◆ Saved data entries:
-=-=-=-=-
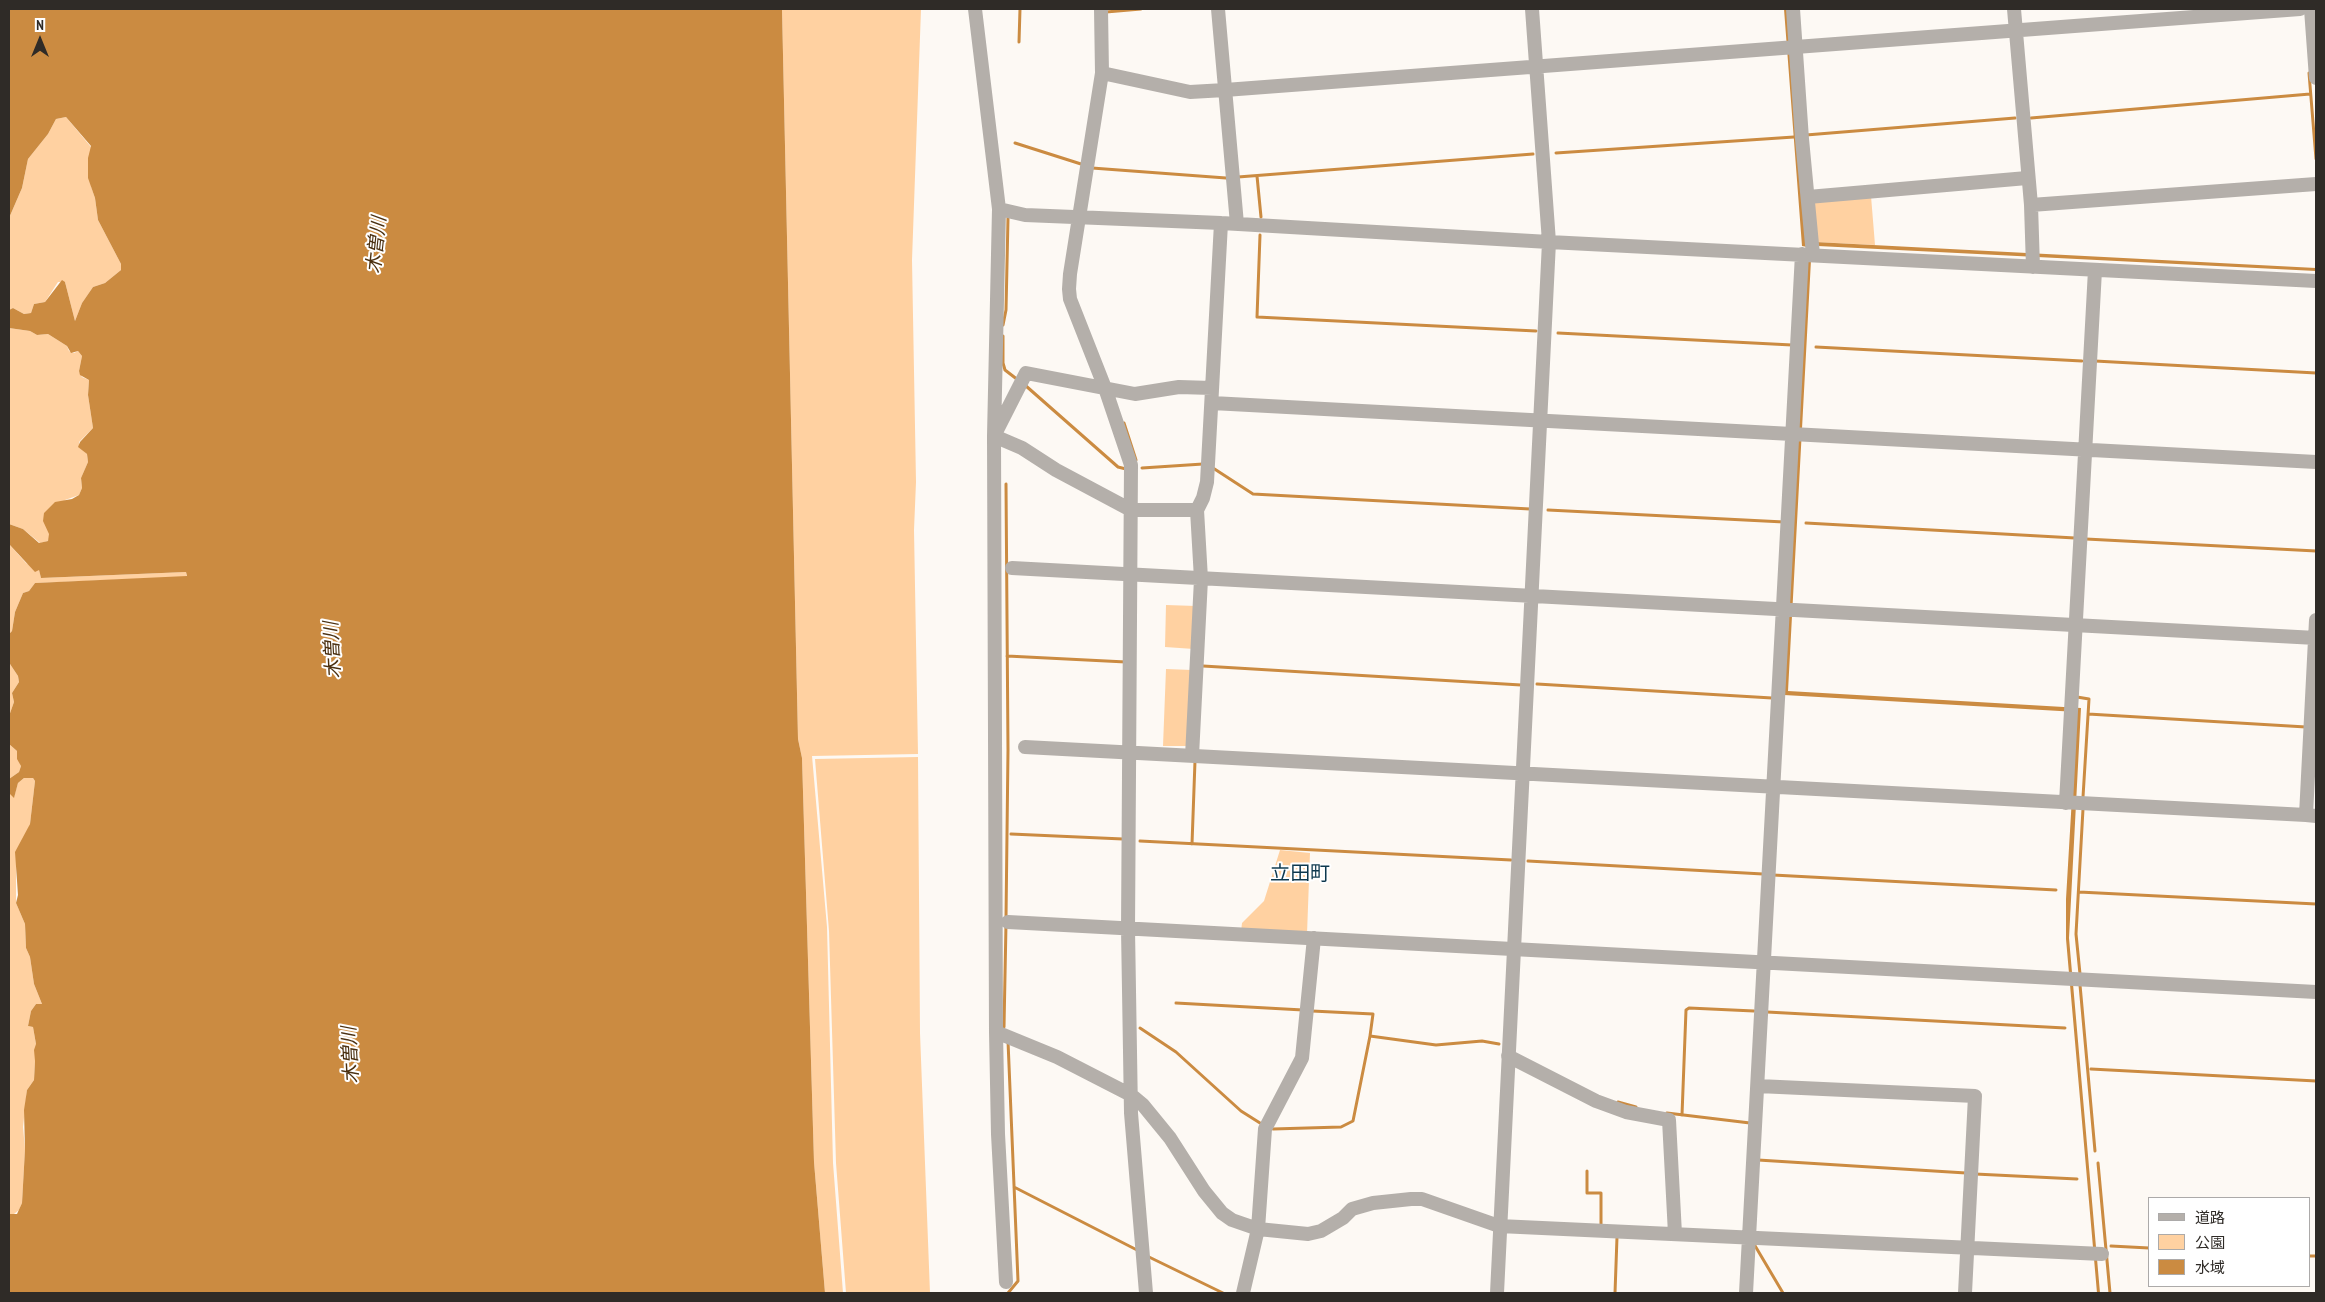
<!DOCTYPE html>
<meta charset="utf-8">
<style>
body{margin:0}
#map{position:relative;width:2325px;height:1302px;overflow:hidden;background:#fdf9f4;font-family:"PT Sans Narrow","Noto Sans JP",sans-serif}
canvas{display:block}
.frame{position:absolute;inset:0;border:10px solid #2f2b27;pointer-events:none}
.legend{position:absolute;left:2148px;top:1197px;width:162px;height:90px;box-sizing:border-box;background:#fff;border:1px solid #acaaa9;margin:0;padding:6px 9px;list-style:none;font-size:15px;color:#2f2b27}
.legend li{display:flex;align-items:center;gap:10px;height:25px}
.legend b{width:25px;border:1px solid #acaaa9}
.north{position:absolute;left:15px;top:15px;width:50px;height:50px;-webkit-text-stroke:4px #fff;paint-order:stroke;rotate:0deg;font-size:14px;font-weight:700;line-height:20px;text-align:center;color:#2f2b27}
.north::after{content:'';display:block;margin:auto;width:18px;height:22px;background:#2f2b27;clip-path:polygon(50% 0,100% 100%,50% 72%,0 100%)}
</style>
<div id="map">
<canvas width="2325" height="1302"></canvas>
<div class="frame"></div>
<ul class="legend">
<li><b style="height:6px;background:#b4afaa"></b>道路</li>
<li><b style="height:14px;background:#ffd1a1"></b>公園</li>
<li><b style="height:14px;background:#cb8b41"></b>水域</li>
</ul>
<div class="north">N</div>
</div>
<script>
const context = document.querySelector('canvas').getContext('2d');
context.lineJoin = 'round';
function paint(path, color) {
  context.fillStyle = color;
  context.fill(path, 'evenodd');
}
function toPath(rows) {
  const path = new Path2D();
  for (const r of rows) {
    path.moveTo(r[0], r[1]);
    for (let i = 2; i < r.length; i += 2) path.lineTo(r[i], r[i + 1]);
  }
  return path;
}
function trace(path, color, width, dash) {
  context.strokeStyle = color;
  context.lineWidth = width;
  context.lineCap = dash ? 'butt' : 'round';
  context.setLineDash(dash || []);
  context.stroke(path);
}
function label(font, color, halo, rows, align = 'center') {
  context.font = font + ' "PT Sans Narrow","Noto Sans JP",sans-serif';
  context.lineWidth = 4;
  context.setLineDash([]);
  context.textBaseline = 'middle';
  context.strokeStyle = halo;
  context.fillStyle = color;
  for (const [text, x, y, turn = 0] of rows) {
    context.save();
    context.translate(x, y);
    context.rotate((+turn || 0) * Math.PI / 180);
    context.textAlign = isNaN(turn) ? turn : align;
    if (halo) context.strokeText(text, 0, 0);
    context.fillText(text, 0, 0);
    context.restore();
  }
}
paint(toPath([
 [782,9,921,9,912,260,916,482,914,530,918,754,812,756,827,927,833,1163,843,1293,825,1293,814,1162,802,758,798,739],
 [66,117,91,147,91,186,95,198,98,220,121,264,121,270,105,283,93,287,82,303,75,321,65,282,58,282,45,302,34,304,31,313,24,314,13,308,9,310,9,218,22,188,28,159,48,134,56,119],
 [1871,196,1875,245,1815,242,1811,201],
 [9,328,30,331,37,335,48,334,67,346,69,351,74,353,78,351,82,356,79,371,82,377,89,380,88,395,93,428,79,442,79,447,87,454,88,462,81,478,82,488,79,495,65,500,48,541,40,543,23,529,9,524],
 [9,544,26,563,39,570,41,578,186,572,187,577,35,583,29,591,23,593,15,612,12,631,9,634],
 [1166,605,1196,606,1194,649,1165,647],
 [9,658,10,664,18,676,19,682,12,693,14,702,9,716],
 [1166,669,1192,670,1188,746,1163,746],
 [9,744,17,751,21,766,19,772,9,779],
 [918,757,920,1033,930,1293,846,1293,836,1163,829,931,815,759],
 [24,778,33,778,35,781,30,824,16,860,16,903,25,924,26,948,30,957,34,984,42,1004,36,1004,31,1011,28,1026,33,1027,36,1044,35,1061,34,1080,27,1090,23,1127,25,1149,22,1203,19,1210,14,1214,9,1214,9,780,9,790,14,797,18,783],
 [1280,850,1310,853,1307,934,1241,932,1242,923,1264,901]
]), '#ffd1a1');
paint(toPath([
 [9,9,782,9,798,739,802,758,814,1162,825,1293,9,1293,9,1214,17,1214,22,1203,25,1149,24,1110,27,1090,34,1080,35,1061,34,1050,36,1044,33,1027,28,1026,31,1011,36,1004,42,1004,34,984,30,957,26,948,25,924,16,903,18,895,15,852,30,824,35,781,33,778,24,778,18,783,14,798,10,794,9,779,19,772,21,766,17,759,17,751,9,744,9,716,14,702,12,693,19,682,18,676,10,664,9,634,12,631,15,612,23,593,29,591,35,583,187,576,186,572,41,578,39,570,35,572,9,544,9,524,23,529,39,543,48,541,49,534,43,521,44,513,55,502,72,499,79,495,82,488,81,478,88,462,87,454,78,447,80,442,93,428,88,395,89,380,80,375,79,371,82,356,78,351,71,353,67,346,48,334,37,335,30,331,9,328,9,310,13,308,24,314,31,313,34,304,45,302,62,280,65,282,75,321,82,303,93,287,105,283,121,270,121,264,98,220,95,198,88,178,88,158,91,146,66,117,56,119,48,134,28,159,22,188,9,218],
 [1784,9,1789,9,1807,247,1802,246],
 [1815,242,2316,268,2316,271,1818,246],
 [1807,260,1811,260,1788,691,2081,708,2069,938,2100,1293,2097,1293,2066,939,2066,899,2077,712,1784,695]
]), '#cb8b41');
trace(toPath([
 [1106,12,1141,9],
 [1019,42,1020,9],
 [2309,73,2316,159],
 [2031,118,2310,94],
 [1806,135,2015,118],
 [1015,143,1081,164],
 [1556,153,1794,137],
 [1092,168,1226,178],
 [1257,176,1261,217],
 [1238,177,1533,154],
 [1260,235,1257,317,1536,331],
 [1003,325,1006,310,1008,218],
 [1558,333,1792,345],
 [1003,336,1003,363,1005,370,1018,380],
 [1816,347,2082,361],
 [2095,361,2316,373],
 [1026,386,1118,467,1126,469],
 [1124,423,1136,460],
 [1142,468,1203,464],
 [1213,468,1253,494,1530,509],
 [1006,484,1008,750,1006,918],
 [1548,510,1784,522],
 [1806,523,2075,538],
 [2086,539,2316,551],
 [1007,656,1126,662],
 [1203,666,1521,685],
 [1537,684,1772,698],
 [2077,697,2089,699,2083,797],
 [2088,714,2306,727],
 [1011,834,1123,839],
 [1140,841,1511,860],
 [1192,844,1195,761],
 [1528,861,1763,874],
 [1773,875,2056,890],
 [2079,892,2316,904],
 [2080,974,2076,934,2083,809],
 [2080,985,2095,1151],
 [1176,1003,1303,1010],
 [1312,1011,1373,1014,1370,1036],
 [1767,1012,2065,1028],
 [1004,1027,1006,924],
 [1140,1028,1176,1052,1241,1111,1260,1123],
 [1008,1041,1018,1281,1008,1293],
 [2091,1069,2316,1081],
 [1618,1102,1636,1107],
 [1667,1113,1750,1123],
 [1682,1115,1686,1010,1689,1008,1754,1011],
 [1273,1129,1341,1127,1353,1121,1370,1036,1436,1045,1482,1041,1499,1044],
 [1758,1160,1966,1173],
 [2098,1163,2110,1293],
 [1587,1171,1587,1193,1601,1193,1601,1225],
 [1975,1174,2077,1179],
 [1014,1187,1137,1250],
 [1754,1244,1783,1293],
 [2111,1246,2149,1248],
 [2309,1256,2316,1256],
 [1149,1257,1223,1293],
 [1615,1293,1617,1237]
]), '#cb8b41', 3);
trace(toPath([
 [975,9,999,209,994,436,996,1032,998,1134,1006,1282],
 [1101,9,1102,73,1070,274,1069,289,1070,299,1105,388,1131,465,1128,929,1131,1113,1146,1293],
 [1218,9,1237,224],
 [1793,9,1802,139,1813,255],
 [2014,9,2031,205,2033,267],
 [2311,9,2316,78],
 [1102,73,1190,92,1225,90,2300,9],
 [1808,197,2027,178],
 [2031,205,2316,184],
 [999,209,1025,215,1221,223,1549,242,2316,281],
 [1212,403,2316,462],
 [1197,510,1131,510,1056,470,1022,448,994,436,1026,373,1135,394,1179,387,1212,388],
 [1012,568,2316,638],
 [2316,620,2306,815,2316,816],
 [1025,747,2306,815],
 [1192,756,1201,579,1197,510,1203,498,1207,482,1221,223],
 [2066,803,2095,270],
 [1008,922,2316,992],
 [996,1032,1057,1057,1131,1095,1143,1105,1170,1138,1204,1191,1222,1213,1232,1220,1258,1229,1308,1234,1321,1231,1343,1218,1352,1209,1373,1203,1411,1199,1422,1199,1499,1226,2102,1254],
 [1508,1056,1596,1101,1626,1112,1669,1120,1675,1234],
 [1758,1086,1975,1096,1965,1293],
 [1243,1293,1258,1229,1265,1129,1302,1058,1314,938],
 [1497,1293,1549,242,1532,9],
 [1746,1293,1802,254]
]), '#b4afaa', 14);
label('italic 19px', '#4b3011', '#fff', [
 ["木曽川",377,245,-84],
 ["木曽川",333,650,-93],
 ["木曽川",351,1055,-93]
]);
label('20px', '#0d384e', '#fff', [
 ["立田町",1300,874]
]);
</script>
-=-=-=-=-
◆ Action item: All lines above with "canvas" in them should be returned.

◆ Response for this exercise:
canvas{display:block}
<canvas width="2325" height="1302"></canvas>
const context = document.querySelector('canvas').getContext('2d');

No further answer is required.